President Vladimir Putin has taken a gamble with Russia's own fragile economy by bailing out Ukraine for the sake of keeping it in Moscow's orbit and out of the European Union's embrace.
His finance minister, Anton Siluanov, defended Tuesday's deal in the Kremlin with Ukrainian President Viktor Yanukovich, which offered Kiev $15 billion in credits and slashed a third off the price it pays for vital Russian gas supplies.
"I believe that Russia only won," Siluanov told Reuters on Wednesday, dismissing as baseless concerns the accord might damage Moscow's own credibility with investors.
The deal has boosted demand for Ukrainian government debt and its currency, the hryvnia.
But Russia has had to tap into a rainy-day fund to afford the bailout at a time when its own economy, driven by energy exports, is in trouble. And it is not clear what it gets in return bar influence over the second most populous ex-Soviet state, whose 46-million population is a third that of Russia but whose ailing economy is less than a tenth the size.

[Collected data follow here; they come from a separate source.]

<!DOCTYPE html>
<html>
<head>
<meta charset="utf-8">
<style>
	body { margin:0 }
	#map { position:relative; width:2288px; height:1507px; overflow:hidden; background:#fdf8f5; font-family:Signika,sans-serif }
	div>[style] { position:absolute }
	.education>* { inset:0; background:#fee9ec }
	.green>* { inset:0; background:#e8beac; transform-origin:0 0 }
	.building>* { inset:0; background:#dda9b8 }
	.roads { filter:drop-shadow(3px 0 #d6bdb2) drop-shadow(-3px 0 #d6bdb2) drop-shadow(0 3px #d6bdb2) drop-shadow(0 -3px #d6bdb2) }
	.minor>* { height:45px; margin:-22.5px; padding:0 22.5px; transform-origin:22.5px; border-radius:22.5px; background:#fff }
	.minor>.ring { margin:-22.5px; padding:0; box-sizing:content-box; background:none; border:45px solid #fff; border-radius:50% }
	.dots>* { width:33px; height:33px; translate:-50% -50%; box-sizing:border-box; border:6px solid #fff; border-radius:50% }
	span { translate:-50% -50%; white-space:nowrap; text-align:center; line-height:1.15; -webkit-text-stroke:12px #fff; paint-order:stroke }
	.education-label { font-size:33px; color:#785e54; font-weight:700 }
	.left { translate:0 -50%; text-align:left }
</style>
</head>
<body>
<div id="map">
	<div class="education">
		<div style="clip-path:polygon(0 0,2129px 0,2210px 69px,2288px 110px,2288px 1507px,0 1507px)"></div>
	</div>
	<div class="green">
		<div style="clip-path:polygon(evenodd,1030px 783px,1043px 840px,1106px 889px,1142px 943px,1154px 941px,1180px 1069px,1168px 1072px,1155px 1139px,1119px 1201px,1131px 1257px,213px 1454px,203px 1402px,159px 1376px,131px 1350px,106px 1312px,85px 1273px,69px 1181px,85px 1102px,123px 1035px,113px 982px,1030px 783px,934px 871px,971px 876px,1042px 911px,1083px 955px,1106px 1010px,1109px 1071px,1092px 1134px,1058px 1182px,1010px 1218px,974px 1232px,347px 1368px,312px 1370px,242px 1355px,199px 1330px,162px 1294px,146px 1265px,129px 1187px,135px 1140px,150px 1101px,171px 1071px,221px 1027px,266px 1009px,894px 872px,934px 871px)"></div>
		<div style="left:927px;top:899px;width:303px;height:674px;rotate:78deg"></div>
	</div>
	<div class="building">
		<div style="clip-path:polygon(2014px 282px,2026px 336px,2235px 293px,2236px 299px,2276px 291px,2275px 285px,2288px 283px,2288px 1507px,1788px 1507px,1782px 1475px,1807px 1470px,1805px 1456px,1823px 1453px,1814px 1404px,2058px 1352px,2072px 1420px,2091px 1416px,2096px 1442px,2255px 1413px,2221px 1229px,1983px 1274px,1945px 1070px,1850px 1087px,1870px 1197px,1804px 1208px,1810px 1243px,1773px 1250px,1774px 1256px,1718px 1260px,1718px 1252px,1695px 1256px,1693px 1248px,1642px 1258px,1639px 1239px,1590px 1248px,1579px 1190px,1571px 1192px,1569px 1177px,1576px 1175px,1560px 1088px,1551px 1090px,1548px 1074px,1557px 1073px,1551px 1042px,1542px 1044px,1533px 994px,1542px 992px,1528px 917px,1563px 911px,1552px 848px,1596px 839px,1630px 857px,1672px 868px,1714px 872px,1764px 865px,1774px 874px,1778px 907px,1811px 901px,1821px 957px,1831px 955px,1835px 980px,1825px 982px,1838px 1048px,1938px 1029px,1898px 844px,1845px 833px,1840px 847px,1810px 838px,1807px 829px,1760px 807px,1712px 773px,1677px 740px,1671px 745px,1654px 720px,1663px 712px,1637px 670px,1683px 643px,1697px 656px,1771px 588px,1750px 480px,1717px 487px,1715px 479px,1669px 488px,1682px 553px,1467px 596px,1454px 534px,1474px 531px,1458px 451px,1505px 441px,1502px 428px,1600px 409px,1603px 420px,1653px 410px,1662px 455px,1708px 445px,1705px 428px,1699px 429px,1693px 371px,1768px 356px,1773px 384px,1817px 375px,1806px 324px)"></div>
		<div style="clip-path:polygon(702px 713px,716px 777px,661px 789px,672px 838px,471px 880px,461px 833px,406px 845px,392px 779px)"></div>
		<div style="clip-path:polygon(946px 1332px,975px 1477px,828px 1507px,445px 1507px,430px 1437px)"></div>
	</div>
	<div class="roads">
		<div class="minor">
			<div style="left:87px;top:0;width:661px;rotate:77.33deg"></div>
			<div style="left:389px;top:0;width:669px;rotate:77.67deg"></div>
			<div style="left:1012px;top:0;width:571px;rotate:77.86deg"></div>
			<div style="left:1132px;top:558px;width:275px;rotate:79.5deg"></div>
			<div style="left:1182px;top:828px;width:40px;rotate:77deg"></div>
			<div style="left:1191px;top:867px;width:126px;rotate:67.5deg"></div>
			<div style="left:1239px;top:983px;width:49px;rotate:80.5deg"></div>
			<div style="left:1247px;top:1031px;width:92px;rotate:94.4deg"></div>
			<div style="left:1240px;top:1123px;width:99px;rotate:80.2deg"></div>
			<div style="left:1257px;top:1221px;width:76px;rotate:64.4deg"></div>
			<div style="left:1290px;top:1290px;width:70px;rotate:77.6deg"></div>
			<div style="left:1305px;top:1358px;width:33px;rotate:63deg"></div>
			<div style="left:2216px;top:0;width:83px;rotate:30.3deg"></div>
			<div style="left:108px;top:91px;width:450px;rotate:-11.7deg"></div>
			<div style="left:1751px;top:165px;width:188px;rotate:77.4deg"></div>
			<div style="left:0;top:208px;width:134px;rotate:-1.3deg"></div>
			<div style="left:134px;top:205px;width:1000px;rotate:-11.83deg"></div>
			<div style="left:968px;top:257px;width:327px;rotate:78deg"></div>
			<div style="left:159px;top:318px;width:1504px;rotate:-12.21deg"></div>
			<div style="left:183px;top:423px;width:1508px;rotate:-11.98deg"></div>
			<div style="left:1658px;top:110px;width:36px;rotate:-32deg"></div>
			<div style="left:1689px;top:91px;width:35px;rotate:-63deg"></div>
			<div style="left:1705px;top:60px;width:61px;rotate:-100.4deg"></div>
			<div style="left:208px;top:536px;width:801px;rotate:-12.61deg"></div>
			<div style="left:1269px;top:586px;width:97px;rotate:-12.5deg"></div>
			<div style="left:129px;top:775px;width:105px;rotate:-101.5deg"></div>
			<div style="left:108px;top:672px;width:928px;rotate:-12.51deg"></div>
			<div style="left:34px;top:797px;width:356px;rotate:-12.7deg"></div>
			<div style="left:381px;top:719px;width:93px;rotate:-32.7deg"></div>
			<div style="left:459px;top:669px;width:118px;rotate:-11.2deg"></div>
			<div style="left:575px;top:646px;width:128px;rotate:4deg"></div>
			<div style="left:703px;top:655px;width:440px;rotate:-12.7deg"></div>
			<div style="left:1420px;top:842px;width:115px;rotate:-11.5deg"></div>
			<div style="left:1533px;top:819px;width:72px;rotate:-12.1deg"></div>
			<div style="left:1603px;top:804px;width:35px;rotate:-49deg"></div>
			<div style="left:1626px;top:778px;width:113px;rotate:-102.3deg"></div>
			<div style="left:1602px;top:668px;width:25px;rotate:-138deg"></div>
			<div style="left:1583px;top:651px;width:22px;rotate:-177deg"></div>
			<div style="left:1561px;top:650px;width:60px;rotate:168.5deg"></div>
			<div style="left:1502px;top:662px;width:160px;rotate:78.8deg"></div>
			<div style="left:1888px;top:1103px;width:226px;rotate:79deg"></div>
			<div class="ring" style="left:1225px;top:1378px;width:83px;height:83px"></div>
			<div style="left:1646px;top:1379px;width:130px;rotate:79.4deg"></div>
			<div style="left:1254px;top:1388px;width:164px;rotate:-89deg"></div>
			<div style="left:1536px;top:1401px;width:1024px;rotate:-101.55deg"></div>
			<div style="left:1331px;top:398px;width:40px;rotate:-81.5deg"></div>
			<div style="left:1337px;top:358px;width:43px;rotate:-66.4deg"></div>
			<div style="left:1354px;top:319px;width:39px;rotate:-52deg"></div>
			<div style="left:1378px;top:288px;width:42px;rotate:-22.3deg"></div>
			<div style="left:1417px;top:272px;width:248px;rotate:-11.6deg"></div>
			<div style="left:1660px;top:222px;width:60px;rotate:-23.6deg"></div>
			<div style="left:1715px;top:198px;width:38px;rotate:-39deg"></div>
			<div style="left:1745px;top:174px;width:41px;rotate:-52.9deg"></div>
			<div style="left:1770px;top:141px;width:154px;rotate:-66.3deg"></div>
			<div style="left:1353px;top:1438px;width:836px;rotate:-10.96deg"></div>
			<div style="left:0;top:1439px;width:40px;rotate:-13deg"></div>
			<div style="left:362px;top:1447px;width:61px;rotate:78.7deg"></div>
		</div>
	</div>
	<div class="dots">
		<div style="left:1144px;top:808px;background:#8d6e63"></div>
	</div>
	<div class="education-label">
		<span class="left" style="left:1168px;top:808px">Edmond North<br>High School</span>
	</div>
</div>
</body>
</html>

Ukraine's leaders also face risks. Although Ukraine's prime minister hailed as historic a deal which offers his indebted nation at least temporary economic respite, it could swell numbers at anti-government, pro-EU protests in the capital.
About 3,000 protesters were camped behind high barricades in a central Kiev square after opposition leaders called for mass rallies to bring down Yanukovich for "selling out" Ukraine's national interests and independence to its historic overlord Moscow - and spurning a free trade pact with the EU.
The $15 billion, to be spent on purchasing Ukrainian government debt, may seem like small change for a vast, resource-rich country that sits on half a trillion dollars in foreign exchange reserves and has a strong ability to borrow.
But with Putin himself acknowledging that Russia's more than $2-trillion economy is too dependent on oil and gas and is heading for short-term stagnation, there could soon be economic and political costs: "It is a drop in the ocean," a Russian government source said. "But it could become a painful drop."
The latest official economic forecasts envisage Russia's gross domestic product growing at an average annual rate of 2.5 percent over the next two decades, less than the global average and much slower than some of its emerging-market peers.